Despite being branded as the “research arm” of the anti-abortion movement, CLI “has so far produced little in the way of original research and data-gathering and has instead published more commentaries and analyses of others’ research that support its agenda on abortion and end-of-life issues," Rewire.News wrote in 2014. Little has changed since then. In 2018, CLI’s vice president published a study challenging the methodology of previous research showing recent increases in Texas’ maternal mortality rate. Another 2018 study by CLI’s vice president claimed that “Planned Parenthood has had a long-term and accelerating inflationary effect on the incidence and prevalence of abortion in the US.” SBA List summarized the research in a press release claiming that Planned Parenthood was “responsible for 3 Million+ ‘extra’ abortions” because Planned Parenthood’s rate of abortions hasn’t followed the same trend as other abortion providers. The rate CLI and SBA List identified likely has more to do with the rapid closure of independent abortion clinics than with Planned Parenthood performing “extra” abortions. Additionally, right-wing media outlets often publish pieces in which CLI associate scholars who lack backgrounds in scientific research claim to offer scientific analyses of reproductive rights issues.
Despite CLI's obvious bias, mainstream media coverage in the past has presented the organization as a legitimate research institution. Before the 2018 March for Life, The Atlantic published a piece downplaying the group’s involvement with SBA List, describing CLI as “a relatively new D.C. think tank ... which employs a number of doctors and scholars on its staff” and merely “shares an office with Susan B. Anthony List, a prominent pro-life advocacy organization.” As a result of this whitewashing of CLI, Rewire.News listed the Atlantic article in its 2018 “Hall of Shame” for reporting on reproductive rights because it was “aiding in the deception” of the anti-abortion movement’s attempts to gain legitimacy. Other outlets have cited CLI without disclosing its role as an anti-abortion group -- a CNN story about the recent committee hearing offered no description of the organization, while The Birmingham News merely described it as “a Washington DC health think-tank.”
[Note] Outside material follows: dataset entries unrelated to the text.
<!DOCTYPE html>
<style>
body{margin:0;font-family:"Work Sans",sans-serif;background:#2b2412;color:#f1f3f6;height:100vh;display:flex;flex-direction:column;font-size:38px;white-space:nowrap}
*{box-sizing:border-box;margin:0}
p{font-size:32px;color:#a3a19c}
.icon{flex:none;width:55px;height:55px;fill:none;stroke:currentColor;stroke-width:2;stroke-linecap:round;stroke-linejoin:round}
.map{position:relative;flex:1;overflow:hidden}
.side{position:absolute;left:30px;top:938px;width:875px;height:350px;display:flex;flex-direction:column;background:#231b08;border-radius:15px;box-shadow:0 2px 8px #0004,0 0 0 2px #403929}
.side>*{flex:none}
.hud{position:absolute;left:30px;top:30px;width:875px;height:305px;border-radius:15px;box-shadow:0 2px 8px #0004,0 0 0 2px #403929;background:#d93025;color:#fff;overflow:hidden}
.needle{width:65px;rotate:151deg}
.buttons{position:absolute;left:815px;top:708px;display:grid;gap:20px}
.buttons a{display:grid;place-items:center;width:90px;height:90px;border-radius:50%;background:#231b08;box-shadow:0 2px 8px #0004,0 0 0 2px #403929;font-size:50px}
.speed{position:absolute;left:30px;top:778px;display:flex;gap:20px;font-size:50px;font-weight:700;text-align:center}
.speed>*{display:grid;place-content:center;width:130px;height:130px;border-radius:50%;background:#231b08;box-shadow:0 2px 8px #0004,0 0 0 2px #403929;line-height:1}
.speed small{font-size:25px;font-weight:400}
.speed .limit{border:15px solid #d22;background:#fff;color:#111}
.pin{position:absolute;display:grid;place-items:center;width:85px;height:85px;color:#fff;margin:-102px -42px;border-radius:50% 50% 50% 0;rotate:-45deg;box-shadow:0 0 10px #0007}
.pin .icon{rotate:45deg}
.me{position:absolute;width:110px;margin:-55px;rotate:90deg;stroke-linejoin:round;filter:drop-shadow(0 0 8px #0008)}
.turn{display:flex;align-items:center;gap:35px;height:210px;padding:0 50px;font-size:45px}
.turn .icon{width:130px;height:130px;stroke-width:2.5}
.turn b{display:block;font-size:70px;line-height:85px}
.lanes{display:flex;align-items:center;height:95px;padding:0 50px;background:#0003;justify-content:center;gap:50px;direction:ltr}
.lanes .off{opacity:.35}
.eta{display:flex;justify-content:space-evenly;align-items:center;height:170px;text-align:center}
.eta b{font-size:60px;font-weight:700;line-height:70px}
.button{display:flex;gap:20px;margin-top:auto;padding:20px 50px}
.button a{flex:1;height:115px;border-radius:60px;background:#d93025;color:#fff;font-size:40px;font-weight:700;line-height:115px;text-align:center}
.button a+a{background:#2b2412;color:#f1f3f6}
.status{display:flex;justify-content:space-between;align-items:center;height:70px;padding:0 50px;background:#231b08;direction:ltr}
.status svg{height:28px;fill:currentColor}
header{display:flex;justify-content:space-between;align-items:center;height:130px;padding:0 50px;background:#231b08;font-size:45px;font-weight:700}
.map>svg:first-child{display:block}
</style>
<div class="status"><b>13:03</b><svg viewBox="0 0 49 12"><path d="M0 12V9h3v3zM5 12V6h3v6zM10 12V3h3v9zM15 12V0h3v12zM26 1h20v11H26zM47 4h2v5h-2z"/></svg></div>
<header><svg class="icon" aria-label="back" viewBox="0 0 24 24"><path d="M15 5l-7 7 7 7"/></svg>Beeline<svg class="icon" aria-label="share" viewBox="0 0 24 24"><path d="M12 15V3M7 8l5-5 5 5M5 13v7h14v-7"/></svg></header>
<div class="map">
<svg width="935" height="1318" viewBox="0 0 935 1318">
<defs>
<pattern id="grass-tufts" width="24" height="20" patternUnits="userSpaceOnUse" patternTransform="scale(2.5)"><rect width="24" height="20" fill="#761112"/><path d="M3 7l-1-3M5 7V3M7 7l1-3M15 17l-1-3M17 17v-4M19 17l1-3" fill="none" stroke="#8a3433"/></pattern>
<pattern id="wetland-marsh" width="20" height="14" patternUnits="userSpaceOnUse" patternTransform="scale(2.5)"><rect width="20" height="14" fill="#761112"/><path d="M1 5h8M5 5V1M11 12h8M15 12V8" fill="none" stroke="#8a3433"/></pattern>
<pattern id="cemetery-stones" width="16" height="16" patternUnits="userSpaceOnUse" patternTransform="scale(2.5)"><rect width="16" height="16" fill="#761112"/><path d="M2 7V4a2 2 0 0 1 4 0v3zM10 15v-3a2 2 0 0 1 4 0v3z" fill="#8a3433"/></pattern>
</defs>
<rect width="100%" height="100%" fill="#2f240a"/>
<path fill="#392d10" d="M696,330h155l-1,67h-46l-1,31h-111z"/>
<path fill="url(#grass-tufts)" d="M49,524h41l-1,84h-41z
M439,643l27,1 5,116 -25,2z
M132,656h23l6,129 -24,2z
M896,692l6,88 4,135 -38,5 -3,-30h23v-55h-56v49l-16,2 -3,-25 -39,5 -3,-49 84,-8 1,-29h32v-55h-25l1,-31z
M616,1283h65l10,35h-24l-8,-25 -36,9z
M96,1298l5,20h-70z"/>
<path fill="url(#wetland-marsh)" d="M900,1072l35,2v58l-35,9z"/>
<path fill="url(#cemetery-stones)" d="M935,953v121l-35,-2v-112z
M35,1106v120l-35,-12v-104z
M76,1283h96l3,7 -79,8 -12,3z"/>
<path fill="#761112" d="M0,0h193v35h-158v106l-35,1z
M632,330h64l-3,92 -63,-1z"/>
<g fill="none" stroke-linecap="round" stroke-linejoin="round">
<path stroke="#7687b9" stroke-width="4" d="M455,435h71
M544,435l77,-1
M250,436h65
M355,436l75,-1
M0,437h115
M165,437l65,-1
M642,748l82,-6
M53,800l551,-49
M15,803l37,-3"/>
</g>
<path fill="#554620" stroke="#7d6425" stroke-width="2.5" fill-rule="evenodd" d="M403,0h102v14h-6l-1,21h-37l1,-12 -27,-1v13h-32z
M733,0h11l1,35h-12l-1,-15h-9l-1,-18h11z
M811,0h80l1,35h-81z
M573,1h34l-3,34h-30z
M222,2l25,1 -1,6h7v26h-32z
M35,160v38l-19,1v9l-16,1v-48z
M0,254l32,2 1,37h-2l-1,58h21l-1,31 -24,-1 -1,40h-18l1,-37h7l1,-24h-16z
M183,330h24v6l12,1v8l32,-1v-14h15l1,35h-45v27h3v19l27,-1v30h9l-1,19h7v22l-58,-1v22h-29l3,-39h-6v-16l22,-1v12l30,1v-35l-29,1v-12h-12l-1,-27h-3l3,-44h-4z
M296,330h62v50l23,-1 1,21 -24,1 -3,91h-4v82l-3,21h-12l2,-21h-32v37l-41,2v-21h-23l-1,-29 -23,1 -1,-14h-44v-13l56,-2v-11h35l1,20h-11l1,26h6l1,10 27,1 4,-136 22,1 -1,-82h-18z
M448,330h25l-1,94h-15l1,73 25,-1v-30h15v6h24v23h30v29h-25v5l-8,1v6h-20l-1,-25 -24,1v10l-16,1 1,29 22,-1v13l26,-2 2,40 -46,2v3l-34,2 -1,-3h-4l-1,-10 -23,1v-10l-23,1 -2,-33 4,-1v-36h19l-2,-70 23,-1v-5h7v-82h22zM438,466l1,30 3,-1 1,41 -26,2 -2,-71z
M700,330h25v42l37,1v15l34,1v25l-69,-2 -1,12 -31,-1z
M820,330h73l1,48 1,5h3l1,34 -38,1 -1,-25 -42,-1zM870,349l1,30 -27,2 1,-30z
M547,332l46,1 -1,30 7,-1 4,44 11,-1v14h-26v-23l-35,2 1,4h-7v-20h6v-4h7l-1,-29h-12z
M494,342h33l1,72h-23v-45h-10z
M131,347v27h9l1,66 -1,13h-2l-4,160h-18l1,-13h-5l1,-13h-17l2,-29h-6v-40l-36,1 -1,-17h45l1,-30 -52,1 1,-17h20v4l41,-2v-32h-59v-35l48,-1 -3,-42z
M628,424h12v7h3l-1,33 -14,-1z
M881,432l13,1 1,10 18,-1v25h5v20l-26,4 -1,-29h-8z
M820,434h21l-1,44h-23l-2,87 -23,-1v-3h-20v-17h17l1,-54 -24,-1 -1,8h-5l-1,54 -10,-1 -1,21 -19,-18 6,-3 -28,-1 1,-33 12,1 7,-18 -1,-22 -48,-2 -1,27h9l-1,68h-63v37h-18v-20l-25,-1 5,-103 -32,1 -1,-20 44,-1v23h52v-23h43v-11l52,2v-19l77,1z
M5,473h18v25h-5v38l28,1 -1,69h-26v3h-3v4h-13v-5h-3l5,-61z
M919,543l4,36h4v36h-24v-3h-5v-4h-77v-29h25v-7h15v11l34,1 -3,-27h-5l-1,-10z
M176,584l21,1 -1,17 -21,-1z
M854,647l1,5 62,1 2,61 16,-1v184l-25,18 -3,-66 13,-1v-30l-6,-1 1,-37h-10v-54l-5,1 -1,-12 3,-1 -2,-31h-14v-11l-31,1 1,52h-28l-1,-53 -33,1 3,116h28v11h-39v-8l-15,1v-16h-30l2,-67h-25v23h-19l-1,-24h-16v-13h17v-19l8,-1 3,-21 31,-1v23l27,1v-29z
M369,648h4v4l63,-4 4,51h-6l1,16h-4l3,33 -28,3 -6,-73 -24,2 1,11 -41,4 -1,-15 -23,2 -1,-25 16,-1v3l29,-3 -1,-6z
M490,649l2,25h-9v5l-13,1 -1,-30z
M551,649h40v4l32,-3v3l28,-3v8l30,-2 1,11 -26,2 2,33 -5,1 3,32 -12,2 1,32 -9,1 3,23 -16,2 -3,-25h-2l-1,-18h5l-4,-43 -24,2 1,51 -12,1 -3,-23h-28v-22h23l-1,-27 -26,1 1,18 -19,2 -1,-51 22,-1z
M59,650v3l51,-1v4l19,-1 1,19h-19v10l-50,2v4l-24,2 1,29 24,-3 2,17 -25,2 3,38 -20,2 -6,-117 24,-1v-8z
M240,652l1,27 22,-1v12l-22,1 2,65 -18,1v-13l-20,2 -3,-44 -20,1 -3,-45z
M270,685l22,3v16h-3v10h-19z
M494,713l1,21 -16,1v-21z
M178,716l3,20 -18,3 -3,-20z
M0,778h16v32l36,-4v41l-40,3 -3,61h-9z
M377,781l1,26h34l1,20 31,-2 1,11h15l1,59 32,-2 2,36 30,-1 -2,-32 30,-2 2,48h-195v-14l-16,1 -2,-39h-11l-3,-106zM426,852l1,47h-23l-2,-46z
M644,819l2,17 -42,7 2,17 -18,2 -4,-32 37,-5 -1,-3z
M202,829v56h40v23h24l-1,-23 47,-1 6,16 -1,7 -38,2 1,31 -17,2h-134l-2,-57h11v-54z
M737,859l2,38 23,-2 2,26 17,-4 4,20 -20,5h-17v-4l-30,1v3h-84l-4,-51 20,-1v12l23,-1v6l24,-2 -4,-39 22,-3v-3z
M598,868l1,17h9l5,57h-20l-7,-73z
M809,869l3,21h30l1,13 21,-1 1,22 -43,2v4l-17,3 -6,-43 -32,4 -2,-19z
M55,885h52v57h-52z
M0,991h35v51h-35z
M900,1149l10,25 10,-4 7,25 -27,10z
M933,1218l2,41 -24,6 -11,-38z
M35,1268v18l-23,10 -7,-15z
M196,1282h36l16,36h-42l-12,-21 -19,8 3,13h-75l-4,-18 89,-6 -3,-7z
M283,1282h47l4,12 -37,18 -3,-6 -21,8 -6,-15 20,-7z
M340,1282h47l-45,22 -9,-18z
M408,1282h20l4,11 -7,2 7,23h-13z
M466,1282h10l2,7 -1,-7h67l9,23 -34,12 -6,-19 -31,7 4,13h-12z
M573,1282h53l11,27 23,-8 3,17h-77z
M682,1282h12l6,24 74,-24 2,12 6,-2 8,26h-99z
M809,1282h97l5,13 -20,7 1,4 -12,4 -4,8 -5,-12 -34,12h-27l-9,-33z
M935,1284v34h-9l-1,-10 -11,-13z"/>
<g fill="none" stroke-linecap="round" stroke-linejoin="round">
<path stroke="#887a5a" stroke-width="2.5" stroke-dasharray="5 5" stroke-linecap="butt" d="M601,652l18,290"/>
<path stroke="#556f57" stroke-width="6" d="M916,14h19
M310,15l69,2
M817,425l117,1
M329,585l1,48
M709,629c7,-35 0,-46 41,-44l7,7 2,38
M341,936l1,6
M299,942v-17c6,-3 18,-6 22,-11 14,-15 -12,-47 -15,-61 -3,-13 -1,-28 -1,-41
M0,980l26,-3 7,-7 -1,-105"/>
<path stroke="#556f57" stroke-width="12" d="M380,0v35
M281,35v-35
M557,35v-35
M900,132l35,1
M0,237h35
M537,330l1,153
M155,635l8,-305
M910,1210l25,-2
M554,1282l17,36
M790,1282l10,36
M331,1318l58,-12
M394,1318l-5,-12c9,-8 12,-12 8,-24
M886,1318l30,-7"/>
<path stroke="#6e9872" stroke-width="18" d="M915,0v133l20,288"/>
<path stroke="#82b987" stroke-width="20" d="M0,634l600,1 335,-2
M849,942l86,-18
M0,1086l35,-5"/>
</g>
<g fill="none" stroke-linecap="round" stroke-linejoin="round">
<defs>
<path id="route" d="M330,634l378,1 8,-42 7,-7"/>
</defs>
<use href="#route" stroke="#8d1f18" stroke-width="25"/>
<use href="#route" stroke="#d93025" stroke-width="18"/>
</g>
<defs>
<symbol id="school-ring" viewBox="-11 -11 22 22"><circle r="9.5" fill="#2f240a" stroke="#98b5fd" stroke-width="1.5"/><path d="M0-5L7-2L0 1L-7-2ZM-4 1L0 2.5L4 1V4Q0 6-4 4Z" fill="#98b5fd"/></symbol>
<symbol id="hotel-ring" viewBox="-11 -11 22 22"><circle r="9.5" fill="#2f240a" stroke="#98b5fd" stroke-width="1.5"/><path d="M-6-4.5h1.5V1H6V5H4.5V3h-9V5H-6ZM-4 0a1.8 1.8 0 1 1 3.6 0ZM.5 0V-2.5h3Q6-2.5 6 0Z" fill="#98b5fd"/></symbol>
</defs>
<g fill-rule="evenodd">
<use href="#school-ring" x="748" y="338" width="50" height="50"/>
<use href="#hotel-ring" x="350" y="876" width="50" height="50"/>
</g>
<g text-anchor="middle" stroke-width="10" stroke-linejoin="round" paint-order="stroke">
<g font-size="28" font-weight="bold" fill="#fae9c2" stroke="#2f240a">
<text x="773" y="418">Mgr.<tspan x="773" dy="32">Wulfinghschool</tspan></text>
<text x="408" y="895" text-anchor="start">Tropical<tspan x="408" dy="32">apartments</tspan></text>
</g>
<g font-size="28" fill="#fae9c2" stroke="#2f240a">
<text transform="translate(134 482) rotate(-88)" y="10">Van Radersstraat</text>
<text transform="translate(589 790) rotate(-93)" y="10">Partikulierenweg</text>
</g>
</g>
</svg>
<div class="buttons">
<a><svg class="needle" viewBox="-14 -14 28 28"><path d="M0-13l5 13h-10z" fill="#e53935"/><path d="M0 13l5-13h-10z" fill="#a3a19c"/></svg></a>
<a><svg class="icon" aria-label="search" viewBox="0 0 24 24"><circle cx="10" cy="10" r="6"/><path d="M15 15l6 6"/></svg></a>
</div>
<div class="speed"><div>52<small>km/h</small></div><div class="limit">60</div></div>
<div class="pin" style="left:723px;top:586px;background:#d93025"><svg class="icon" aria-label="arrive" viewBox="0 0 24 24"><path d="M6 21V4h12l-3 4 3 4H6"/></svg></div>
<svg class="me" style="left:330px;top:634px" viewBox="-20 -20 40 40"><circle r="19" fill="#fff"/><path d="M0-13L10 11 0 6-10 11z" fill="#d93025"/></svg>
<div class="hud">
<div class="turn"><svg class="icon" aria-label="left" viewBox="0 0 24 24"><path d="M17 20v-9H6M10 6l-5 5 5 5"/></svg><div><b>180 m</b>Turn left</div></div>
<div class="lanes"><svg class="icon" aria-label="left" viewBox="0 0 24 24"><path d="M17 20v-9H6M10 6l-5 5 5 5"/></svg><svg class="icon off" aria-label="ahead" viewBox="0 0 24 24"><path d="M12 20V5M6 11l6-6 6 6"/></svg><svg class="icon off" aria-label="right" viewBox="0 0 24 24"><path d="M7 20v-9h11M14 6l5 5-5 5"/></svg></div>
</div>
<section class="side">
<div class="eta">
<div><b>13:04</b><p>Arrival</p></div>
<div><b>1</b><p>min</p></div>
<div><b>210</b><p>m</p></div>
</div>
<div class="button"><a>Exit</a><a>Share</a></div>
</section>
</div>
Other recent media coverage has also given CLI a platform to present scientifically unsupported views on various abortion-related issues. For example, as part of the debate over the Trump administration’s push to end fetal tissue research, outlets such as ABC News, The Hill, and NPR each quoted CLI officials who claimed that fetal tissue research is obsolete or unnecessary when, in fact, such a view is unsupported by the larger scientific community. In another example, The Washington Post allowed CLI President Chuck Donovan to claim that the rate of abortions performed in the United States is declining in part because “pro-life views are more prevalent.” Donovan’s claim is unsupported by the actual research cited in the story.
Groups like CLI and SBA List often point to media coverage like this as a way of validating their anti-choice viewpoints, further perpetuating the ruse that CLI members are impartial scientific experts worthy of citation. With the anti-abortion movement using this year’s March for Life to allege that “science” supports various anti-choice policies, media outlets have a responsibility to interrogate the qualifications and associations of their sources.